In 1999, while planting a steep new hill at a 45-degree angle, Jones discovered that his vineyards were located on a fault line where once the Oregon Coast Range had collided with the Klamath Mountains.
“Then I knew I had an outdoor laboratory,” Jones said with a smile. His flat, silt-loam benchland soils were ancient sea floor. His warmer south-facing slopes and cooler north-facing slopes provided him with seven different soils and at least five climate zones.
A popular white
Albariño is among the grapes that thrives on the northern slopes, where the grape’s natural acidity and varietal character are preserved at lower alcohol levels.

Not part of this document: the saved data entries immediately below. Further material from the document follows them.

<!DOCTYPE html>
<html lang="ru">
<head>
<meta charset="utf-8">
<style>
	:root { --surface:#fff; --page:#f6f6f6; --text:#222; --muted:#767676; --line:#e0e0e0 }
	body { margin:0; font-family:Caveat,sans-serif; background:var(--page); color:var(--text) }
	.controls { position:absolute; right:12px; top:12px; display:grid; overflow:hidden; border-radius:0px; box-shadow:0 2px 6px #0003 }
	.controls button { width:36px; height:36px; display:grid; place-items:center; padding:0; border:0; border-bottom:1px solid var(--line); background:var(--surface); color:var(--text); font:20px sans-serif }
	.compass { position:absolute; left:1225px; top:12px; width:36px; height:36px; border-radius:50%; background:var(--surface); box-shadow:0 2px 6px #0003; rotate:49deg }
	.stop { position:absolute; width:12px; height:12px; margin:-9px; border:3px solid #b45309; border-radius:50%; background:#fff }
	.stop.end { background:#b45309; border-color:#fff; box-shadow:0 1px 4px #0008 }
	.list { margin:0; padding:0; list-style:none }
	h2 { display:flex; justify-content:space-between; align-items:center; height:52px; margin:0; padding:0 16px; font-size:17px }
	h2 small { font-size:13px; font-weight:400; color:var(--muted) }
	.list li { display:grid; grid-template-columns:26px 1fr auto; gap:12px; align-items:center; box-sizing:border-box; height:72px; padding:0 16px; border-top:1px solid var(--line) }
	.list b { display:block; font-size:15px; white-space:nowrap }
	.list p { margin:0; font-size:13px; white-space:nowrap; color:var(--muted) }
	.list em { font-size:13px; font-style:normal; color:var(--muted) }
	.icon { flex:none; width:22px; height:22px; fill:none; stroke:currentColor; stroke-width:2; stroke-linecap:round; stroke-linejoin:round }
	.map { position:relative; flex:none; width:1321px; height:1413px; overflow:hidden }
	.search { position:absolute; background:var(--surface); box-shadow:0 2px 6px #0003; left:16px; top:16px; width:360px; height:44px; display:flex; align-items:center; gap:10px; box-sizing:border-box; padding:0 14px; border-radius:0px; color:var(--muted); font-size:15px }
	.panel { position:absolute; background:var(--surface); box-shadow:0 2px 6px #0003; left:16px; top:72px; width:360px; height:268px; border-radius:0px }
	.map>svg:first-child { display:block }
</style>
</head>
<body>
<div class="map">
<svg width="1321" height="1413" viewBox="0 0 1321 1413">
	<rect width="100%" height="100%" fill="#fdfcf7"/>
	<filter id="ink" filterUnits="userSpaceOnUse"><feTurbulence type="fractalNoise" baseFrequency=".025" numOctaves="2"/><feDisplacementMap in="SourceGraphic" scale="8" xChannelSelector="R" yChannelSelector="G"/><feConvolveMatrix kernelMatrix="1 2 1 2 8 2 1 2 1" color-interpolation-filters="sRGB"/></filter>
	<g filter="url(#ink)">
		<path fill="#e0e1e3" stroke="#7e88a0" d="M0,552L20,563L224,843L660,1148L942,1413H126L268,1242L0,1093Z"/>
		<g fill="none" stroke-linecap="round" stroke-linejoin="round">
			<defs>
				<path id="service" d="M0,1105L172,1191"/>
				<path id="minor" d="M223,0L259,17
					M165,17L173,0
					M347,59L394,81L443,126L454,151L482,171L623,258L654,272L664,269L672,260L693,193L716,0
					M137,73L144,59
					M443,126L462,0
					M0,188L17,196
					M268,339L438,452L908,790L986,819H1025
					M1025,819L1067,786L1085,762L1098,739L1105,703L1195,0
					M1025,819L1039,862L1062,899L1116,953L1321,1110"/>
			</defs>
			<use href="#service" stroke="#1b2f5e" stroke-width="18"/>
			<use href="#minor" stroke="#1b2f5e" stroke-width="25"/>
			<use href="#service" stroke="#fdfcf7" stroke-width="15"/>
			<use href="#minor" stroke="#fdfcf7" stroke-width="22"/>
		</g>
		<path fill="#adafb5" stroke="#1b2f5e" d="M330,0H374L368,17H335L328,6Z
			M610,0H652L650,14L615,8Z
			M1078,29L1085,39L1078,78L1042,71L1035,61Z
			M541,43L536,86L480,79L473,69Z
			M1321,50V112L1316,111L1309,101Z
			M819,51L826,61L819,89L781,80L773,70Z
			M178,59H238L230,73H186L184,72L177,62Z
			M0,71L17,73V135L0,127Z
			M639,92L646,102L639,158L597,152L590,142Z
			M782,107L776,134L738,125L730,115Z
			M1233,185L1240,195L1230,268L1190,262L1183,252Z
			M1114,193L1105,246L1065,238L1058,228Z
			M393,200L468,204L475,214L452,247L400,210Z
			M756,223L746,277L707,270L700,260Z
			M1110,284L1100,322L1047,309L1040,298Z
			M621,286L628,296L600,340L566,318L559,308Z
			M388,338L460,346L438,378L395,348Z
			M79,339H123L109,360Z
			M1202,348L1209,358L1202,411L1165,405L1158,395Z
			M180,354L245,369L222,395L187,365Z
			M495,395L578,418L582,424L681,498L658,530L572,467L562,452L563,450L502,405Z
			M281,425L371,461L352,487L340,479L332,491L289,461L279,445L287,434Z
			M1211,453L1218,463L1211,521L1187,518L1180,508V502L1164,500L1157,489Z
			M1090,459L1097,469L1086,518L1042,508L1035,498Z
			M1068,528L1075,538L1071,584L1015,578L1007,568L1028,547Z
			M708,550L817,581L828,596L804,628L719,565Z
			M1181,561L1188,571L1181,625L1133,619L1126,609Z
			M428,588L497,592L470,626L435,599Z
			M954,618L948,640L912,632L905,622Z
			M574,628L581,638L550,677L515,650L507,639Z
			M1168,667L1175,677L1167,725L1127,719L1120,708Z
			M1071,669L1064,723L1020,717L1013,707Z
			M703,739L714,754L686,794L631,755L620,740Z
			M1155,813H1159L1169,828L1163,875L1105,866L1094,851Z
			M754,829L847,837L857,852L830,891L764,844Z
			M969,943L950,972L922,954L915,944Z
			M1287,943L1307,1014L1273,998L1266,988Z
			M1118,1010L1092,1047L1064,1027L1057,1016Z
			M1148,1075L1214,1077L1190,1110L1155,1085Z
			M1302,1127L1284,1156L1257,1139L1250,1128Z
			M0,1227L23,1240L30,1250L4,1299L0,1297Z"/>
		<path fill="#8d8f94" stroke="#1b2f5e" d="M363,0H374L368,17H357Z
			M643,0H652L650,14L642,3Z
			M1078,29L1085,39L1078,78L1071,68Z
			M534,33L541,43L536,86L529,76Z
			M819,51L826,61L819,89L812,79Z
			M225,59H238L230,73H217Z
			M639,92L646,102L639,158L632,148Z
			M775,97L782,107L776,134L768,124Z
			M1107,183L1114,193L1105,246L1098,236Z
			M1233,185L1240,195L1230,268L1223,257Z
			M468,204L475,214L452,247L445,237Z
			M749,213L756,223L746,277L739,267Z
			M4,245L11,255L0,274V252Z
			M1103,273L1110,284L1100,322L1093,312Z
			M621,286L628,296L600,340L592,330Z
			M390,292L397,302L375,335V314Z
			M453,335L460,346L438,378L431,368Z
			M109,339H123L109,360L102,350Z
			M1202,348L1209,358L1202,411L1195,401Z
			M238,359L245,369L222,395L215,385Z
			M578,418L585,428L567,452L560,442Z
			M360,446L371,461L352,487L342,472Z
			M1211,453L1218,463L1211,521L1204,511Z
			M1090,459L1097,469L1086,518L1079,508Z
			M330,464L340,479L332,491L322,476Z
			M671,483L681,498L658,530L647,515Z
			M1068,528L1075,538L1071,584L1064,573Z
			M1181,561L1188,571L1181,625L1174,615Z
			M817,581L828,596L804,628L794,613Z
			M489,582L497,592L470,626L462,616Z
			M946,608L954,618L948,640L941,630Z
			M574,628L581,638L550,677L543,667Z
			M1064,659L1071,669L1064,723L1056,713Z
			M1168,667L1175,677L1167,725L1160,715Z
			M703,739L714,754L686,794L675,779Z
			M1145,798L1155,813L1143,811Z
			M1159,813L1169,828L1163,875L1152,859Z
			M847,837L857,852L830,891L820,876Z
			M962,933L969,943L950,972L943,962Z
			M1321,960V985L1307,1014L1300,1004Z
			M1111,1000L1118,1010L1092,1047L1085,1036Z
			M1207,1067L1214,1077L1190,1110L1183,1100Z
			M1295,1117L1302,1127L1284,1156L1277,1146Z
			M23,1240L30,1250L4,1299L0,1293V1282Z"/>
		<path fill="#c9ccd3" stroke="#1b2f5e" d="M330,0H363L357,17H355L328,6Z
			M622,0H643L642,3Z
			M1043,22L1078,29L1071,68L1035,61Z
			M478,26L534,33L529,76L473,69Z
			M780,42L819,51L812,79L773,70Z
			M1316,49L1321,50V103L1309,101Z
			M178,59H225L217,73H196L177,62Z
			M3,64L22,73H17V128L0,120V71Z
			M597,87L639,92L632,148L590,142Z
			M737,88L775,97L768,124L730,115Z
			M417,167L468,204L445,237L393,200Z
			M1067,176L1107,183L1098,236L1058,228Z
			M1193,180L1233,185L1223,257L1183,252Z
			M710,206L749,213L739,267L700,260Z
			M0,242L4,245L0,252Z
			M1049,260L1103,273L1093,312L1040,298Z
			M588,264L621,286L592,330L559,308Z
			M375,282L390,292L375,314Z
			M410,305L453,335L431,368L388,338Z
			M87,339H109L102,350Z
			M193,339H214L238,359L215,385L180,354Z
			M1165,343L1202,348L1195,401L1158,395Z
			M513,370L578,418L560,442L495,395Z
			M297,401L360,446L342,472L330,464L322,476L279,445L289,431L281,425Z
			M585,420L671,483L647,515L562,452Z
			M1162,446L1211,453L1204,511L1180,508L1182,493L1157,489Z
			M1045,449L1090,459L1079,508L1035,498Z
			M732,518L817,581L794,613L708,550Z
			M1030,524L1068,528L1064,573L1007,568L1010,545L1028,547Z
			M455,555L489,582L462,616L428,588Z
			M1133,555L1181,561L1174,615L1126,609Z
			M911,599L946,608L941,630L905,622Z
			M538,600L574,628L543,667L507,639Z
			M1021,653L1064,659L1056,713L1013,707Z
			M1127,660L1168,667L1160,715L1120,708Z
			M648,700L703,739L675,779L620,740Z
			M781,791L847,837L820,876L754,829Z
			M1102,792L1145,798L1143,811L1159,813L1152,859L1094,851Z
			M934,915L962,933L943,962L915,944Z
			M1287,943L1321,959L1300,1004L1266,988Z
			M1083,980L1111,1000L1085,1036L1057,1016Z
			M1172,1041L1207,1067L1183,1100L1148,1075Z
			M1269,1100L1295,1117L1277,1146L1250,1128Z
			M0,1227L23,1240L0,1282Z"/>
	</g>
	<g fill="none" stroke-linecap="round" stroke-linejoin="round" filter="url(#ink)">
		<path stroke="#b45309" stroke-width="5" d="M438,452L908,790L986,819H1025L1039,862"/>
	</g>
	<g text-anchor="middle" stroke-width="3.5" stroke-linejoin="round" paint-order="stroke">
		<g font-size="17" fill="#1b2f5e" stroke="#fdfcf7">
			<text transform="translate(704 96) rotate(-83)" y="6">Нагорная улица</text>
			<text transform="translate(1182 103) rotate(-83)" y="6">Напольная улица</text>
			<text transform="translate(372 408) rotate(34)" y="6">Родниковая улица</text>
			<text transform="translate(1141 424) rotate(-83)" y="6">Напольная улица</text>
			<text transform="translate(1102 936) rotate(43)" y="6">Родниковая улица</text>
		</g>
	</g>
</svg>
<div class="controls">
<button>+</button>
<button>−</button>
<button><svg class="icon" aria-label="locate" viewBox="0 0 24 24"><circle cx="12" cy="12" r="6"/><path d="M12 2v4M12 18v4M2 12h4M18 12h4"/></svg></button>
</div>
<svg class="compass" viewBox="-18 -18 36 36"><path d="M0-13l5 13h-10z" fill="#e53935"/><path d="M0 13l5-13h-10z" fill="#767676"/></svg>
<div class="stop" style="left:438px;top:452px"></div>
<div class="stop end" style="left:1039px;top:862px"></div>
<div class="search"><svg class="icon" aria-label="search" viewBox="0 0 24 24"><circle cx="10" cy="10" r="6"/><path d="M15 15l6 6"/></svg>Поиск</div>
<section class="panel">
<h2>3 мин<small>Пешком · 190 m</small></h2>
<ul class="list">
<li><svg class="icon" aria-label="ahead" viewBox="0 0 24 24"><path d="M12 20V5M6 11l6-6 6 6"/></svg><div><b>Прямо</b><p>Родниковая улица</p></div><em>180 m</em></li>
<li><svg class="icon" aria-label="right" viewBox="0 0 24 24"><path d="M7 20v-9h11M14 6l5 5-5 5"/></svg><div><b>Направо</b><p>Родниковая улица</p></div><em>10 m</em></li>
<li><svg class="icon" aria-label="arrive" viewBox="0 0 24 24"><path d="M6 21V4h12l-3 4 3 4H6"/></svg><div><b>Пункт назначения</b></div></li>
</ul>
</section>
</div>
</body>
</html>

Native to the Galicia district of northwestern Spain, albariño has become Abacela’s second most celebrated wine (after tempranillo) since its first production in 2000. No other U.S. winery has a longer annual production of albariño, a soft, roundish white wine with aromas of peach and apricot.
I find Abacela’s 2016 Albariño ($21), which holds a 92-point rating from Wine Enthusiast, to have characteristically high acidity, lending some residual bitterness. I actually prefer the 2016 Albariño Private Selection ($25), with its lower acidity.
While Abacela tempranillo and albariño are widely available in local wine outlets, others — such as the Vintner’s Blend No. 17 ($18), which features 10 different grapes — may not be as easily found.
Visitors to the winery, just outside the Roseburg suburb of Winston on Lookingglass Road, will find a full selection at Abacela’s beautiful Vine & Wine Center, open just in the last few years.